> **Task goal**: Emit the data below verbatim, stripping out any pictures.

[Stored data]
_ _ _

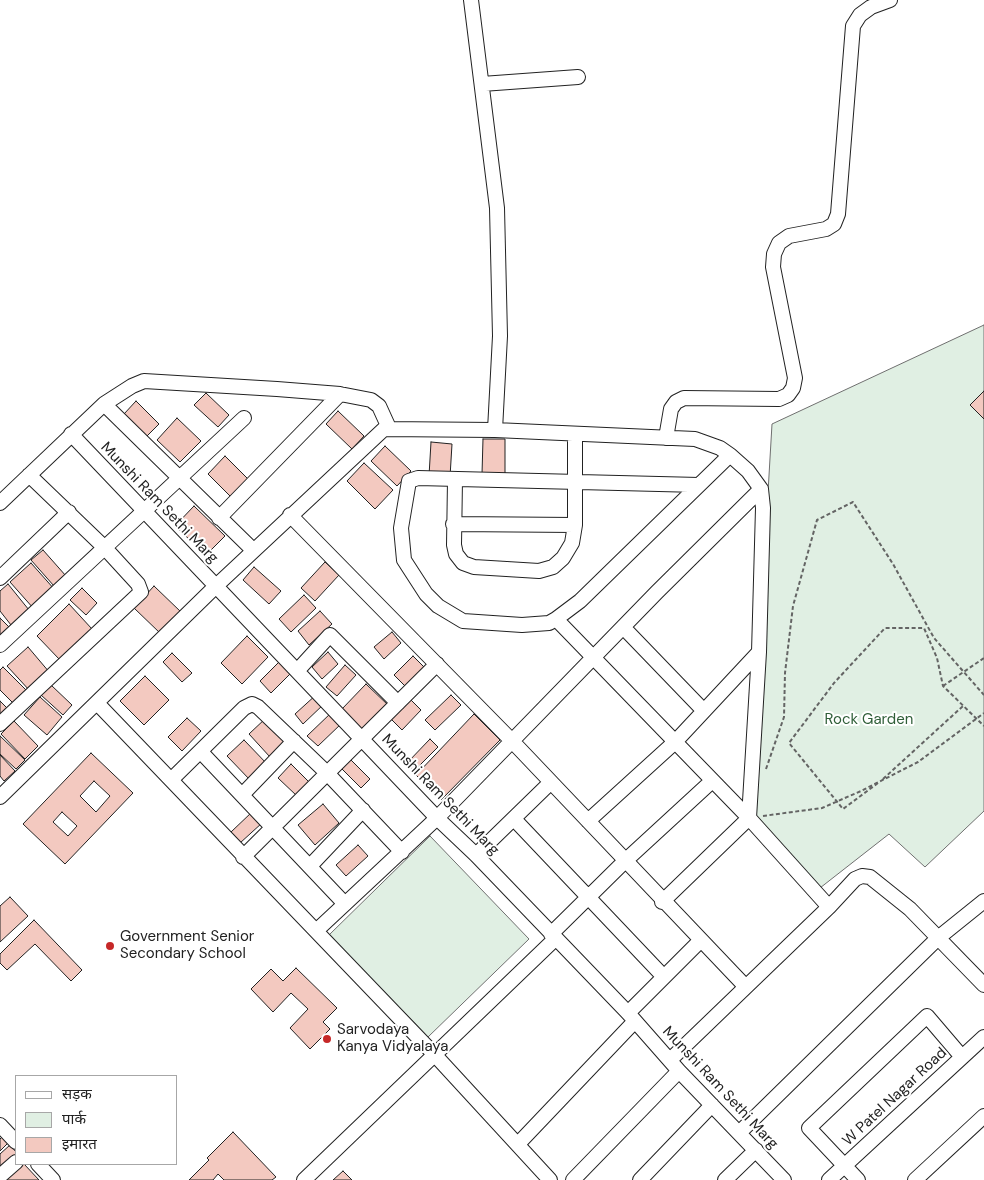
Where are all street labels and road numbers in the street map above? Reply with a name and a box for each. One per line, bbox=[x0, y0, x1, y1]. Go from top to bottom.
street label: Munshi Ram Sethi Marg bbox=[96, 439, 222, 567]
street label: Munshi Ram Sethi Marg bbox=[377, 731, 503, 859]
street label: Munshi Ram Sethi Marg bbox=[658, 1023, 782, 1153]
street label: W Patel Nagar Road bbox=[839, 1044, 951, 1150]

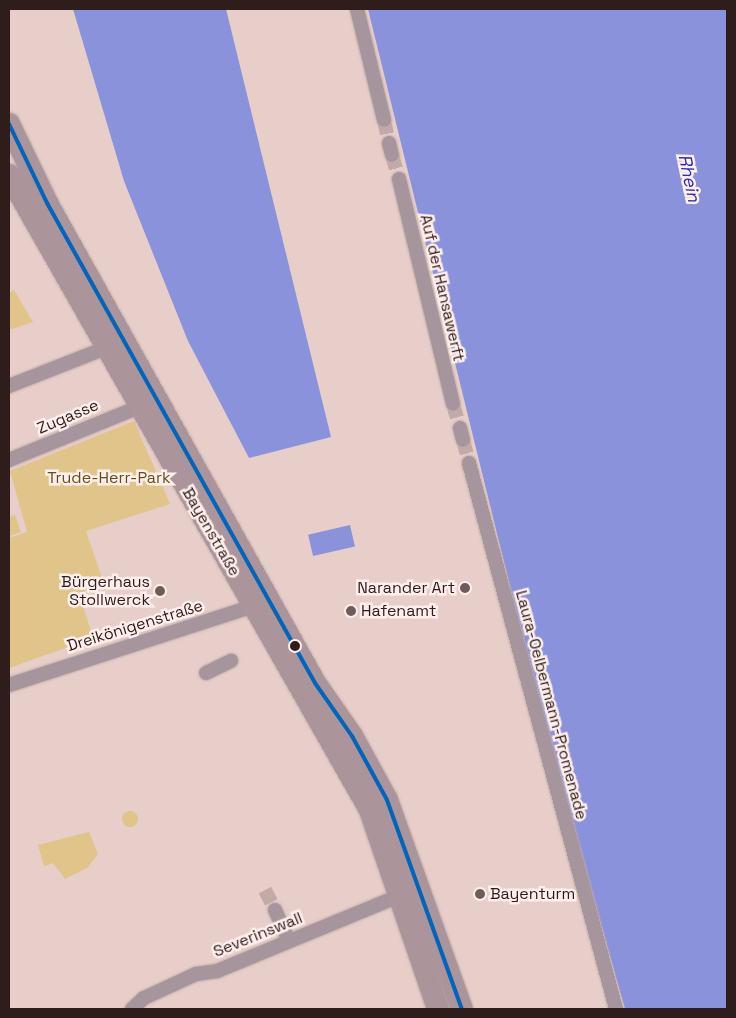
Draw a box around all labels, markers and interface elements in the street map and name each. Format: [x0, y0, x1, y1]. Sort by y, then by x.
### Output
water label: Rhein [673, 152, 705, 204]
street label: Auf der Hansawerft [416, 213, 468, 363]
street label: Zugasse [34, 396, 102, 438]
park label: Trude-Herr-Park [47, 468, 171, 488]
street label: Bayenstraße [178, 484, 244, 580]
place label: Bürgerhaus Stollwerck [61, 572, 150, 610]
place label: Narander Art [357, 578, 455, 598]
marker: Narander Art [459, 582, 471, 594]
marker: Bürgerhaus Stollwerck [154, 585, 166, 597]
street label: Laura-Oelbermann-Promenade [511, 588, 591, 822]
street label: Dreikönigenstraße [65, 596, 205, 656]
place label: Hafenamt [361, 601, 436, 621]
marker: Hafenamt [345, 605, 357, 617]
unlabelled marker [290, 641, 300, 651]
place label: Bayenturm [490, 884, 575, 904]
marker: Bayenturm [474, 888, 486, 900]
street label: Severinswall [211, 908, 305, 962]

_ _ _

> **Written solution**:
Where are all street labels and road numbers in the street map above? Reply with a name and a box for each. One per line, bbox=[x0, y0, x1, y1]. Go from top to bottom.
street label: Munshi Ram Sethi Marg bbox=[96, 439, 222, 567]
street label: Munshi Ram Sethi Marg bbox=[377, 731, 503, 859]
street label: Munshi Ram Sethi Marg bbox=[658, 1023, 782, 1153]
street label: W Patel Nagar Road bbox=[839, 1044, 951, 1150]

Draw a box around all labels, markers and interface elements in the street map and name each. Format: [x0, y0, x1, y1]. Sort by y, then by x.
### Output
water label: Rhein [673, 152, 705, 204]
street label: Auf der Hansawerft [416, 213, 468, 363]
street label: Zugasse [34, 396, 102, 438]
park label: Trude-Herr-Park [47, 468, 171, 488]
street label: Bayenstraße [178, 484, 244, 580]
place label: Bürgerhaus Stollwerck [61, 572, 150, 610]
place label: Narander Art [357, 578, 455, 598]
marker: Narander Art [459, 582, 471, 594]
marker: Bürgerhaus Stollwerck [154, 585, 166, 597]
street label: Laura-Oelbermann-Promenade [511, 588, 591, 822]
street label: Dreikönigenstraße [65, 596, 205, 656]
place label: Hafenamt [361, 601, 436, 621]
marker: Hafenamt [345, 605, 357, 617]
unlabelled marker [290, 641, 300, 651]
place label: Bayenturm [490, 884, 575, 904]
marker: Bayenturm [474, 888, 486, 900]
street label: Severinswall [211, 908, 305, 962]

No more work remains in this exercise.